C’est un constat. Nous savons que 80% de la population se soignent à l’aide de la médecine traditionnelle. Nous nous sommes dit alors, valorisons la médecine traditionnelle. Mais il fallait abroger les lois qui interdisaient la pratique de la médecine traditionnelle dans les colonies françaises. En 1970, le Burkina a adopté une loi qui reconnaissait la médecine traditionnelle. Et même après 1970 si tu pratiquais cette médecine, on te fouettait et on t’amenait à la gendarmerie pour te dire d’abandonner la médecine traditionnelle parce que c’est du charlatanisme. Les Européens nous ont éloignés de notre culture et nous ont imposé un système de santé qui ne nous appartient pas. On a mis en place le CAMES. Mais le CAMES, c’est quoi ? C’est un système qui a été mis en place par l’Europe pour pouvoir contrôler les intellectuels africains. Nos chercheurs, ce sont les publications qui les intéressent. Chacun se dit professeur mais qu’est-ce qu’il a produit concrètement qui est utile à la société. C’est de la théorie.
Revenant à la promotion de la médecine traditionnelle, c’est comme si on voulait d’une chose et son contraire ?
Actuellement la population a augmenté. Donc, il faut donner les moyens aux tradipraticiens. Et on dit à la population d’aller en pharmacie pour chercher les médicaments. Donc il faut que les tradipraticiens amènent leurs médicaments en pharmacie selon un certain nombre de critère qu’on leur impose. On ne leur donne pas les moyens techniques et financiers pour qu’ils puissent s’y conformer.
Nous sommes en pleine pandémie de la maladie à coronavirus, pensez-vous que la médecine traditionnelle a son mot à dire dans cette lutte ?

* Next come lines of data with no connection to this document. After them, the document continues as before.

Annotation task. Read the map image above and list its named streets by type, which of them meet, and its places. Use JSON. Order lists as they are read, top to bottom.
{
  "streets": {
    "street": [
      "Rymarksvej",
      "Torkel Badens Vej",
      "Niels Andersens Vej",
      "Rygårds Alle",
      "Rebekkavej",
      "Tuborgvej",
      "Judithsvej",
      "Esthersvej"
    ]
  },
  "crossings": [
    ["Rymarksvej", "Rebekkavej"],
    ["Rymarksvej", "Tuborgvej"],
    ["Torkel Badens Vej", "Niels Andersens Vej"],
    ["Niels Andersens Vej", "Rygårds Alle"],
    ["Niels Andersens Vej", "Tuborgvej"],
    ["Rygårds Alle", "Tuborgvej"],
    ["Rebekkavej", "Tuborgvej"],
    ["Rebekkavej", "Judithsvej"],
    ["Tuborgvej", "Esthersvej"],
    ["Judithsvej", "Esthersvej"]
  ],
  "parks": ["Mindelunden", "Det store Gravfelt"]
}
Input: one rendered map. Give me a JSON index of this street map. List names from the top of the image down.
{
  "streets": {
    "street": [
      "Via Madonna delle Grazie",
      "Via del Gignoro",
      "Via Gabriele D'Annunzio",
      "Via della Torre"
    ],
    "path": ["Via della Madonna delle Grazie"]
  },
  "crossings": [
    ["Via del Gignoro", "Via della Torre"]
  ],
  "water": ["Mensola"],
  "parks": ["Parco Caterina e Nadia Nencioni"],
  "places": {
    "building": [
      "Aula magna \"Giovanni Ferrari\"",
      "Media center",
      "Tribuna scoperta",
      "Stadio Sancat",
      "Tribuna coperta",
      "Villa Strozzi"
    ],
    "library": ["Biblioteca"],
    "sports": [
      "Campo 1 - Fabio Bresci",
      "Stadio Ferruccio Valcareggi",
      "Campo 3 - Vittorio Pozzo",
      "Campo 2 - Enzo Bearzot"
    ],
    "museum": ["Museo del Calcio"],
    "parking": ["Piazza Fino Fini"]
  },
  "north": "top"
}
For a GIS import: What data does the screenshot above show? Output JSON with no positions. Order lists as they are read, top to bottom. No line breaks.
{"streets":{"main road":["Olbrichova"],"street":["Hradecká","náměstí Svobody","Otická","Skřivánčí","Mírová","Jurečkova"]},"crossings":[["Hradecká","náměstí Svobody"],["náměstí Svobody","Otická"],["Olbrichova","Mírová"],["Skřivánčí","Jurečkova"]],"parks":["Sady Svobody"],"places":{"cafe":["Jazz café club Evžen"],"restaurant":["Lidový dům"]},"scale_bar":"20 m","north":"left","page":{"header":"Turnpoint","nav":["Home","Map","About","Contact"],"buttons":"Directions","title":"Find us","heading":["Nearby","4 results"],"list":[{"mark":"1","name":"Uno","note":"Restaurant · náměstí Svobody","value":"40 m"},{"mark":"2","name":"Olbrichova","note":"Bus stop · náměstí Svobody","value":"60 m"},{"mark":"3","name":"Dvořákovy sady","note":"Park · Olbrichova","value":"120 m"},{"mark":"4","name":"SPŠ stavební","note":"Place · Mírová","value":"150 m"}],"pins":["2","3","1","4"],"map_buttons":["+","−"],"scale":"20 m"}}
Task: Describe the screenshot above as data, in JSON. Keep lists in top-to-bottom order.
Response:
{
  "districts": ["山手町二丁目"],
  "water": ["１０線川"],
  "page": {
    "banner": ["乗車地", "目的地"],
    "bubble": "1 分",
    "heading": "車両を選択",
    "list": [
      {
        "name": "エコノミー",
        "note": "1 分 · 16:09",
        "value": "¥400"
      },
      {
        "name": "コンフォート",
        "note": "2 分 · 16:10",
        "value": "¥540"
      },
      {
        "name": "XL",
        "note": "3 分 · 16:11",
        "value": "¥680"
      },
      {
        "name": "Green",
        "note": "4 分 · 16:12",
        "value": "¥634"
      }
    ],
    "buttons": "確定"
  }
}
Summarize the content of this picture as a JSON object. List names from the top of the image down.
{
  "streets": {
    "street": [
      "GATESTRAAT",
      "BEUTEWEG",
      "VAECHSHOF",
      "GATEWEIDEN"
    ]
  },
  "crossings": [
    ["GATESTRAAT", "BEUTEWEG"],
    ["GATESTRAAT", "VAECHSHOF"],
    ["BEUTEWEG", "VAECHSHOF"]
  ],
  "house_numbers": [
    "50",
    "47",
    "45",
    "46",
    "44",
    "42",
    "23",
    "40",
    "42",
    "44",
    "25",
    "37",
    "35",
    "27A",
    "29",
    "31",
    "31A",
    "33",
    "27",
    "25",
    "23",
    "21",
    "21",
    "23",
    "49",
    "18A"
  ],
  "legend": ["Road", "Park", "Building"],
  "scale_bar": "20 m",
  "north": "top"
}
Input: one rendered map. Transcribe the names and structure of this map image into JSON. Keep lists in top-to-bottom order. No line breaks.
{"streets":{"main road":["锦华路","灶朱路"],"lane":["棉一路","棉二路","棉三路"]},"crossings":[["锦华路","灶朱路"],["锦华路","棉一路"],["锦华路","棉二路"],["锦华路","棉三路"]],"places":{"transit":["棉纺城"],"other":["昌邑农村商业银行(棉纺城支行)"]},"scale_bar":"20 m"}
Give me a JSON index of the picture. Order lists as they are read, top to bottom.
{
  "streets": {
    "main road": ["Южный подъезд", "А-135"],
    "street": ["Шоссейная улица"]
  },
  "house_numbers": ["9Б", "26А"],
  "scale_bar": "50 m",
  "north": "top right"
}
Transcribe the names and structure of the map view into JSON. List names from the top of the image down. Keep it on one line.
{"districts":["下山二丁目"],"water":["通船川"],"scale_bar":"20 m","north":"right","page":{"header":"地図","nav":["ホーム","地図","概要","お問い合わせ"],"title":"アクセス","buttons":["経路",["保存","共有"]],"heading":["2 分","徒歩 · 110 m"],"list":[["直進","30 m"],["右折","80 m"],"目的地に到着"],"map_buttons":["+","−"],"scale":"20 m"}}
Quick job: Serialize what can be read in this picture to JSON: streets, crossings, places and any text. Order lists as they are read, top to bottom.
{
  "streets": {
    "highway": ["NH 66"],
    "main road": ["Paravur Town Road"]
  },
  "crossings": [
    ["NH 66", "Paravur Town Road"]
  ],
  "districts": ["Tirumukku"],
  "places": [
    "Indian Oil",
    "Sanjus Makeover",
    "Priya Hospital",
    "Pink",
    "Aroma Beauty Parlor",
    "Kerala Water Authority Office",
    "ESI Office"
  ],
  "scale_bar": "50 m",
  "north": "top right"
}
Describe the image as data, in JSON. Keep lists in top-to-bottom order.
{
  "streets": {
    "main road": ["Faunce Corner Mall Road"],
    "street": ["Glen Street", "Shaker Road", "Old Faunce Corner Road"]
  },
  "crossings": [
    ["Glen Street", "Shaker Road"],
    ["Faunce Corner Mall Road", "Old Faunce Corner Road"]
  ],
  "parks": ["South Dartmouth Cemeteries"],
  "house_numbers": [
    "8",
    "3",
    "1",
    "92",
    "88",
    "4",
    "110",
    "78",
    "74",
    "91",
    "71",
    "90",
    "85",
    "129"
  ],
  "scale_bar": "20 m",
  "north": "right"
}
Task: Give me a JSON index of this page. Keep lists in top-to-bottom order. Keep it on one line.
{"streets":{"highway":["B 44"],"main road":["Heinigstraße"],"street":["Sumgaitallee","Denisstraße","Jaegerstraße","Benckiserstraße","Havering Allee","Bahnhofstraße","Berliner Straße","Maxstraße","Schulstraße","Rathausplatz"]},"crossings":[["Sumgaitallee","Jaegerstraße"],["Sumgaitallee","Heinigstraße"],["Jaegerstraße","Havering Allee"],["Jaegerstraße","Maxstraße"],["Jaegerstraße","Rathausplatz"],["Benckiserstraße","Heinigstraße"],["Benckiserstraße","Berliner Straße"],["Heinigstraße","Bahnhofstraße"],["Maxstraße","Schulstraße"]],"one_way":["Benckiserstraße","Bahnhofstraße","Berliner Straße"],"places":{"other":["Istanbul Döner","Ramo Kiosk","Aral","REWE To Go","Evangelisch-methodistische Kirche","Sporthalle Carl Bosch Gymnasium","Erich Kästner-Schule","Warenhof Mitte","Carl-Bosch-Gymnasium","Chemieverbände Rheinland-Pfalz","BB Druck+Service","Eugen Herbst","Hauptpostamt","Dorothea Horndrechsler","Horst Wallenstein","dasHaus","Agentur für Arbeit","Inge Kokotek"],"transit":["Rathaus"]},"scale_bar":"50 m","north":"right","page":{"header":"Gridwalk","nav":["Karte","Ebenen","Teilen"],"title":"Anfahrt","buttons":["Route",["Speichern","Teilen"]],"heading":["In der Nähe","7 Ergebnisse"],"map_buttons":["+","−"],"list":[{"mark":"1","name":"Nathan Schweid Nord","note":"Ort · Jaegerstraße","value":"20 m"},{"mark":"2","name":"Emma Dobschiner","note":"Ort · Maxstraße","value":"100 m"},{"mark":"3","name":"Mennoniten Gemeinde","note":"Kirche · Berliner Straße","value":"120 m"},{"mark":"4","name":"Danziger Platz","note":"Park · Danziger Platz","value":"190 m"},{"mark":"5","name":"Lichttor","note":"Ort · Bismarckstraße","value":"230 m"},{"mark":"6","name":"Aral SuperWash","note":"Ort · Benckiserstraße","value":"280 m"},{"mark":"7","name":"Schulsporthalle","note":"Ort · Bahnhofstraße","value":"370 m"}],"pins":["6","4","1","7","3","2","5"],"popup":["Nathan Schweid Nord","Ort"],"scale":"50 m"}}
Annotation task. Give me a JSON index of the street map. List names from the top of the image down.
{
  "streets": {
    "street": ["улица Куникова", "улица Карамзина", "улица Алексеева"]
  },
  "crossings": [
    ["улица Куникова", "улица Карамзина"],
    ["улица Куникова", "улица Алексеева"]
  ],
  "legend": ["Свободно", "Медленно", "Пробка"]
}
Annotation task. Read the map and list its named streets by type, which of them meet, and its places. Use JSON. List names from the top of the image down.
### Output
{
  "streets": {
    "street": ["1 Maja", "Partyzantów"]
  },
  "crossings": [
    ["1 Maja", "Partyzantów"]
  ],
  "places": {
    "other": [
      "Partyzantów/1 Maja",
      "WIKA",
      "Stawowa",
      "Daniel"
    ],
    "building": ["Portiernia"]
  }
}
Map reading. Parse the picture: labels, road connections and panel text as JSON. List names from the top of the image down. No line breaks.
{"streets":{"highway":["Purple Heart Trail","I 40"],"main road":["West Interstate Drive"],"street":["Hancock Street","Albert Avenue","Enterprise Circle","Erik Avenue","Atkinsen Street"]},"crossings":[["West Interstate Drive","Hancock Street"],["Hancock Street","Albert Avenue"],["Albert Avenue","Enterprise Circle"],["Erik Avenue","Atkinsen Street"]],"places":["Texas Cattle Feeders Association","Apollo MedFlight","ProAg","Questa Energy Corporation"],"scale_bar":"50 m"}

Ça ne devait être que la médecine traditionnelle qui devait parler de cette maladie. Nous utilisons les médicaments occidentaux qui n’ont pas la solution. L’Afrique a un énorme potentiel qu’elle utilise depuis de longues années contre les virus, les bactéries et autres. Mais nous n’avons été mêlés ni de près ni de loin à cette lutte. Il a fallu que le Mogho-naaba lance un appel pour que les praticiens de la médecine se lancent. La médecine traditionnelle traite les symptômes tout comme on traite les symptômes du Covid-19. La médecine traditionnelle a la solution de cette maladie. Que celui qui n’est pas d’accord, nous amène un patient et nous allons le traiter. En trois, quatre jours s’ils font le test et que le patient est toujours positif, nous ne sommes plus des praticiens de la médecine traditionnelle en Afrique.
Mais pourquoi l’OMS semble ne pas accorder du crédit aux découvertes de médicaments faites par les africains comme le COVID ORGANICS de Madagascar ?
Qui a mis en place l’OMS ? Ceux qui pensent que ce sont eux seuls qui décident pour ce monde. Ce sont eux qui décident à l’OMS. L’OMS ce n’est pas pour les Africains. L’OMS est en train de jouer un mauvais coup. Dans les textes de l’OMS, par rapport à la promotion de la médecine traditionnelle, ils ont donné des canevas. Une maladie arrive, on suit ses canevas, on donne des solutions et elle dit qu’elle ne reconnaît pas ce médicament. Mais que veut l’OMS ? Je suis désolé que l’OMS se comporte de cette façon.